For this exercise, copy all the data exactly and include none of the pictures.
START Excerpted records
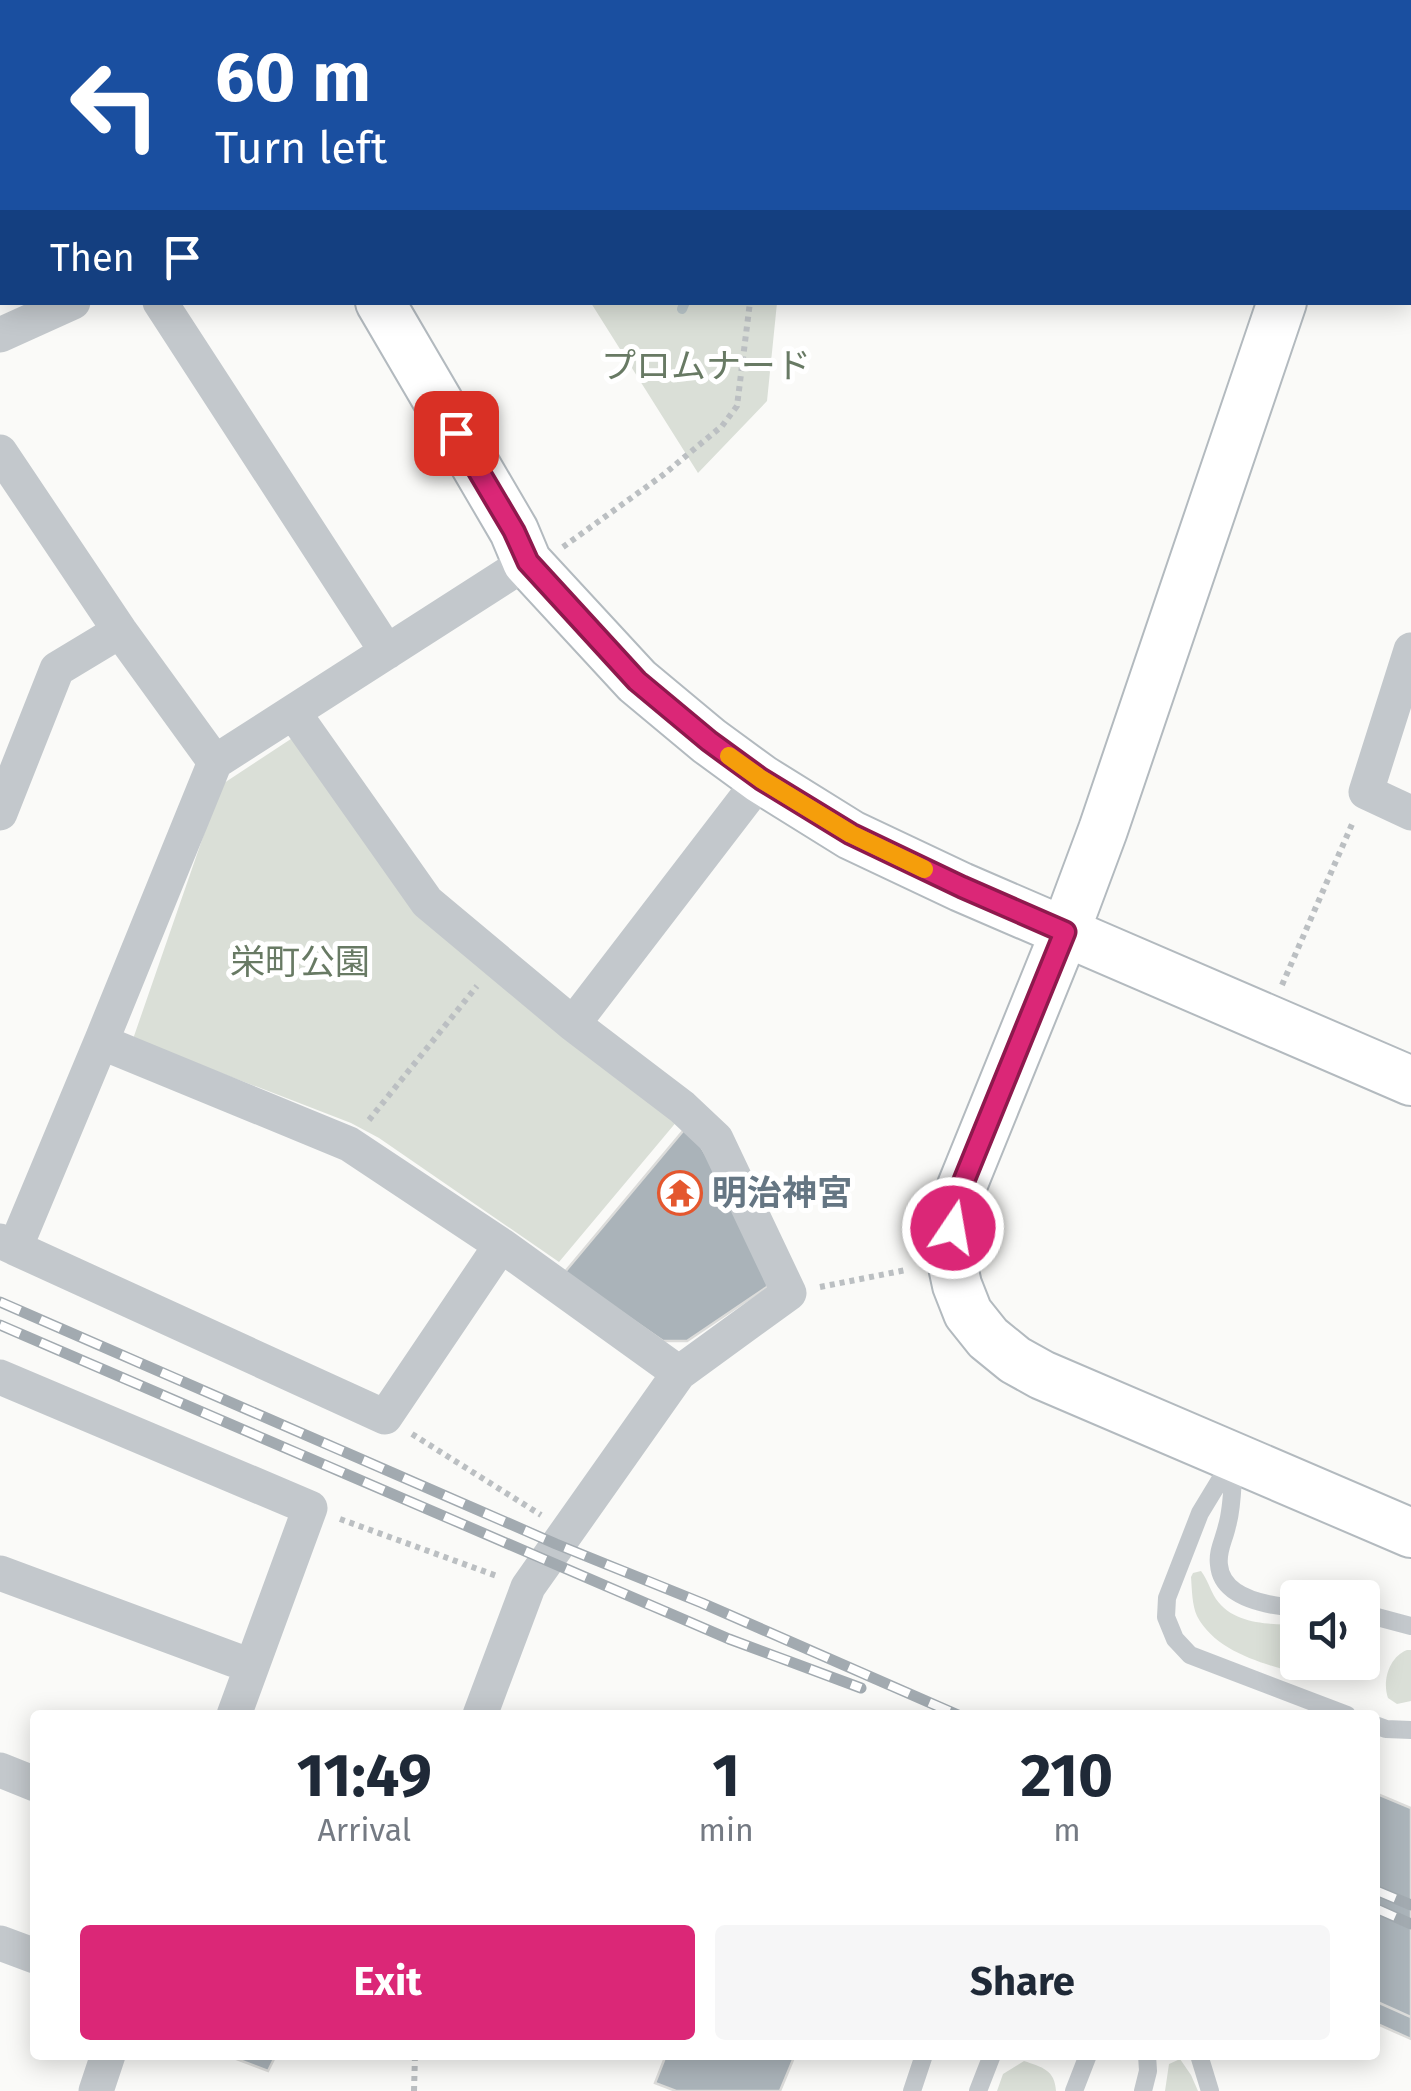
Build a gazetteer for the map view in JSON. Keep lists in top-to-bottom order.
{
  "parks": ["プロムナード", "栄町公園"],
  "places": {
    "temple": ["明治神宮"]
  },
  "page": {
    "turn": ["60 m", "Turn left"],
    "then": "Then",
    "eta": [
      "11:49",
      "Arrival",
      "1",
      "min",
      "210",
      "m"
    ],
    "buttons": ["Exit", "Share"]
  }
}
END Excerpted records
## Your response
Build a gazetteer for the map view in JSON. Keep lists in top-to-bottom order.
{
  "parks": ["プロムナード", "栄町公園"],
  "places": {
    "temple": ["明治神宮"]
  },
  "page": {
    "turn": ["60 m", "Turn left"],
    "then": "Then",
    "eta": [
      "11:49",
      "Arrival",
      "1",
      "min",
      "210",
      "m"
    ],
    "buttons": ["Exit", "Share"]
  }
}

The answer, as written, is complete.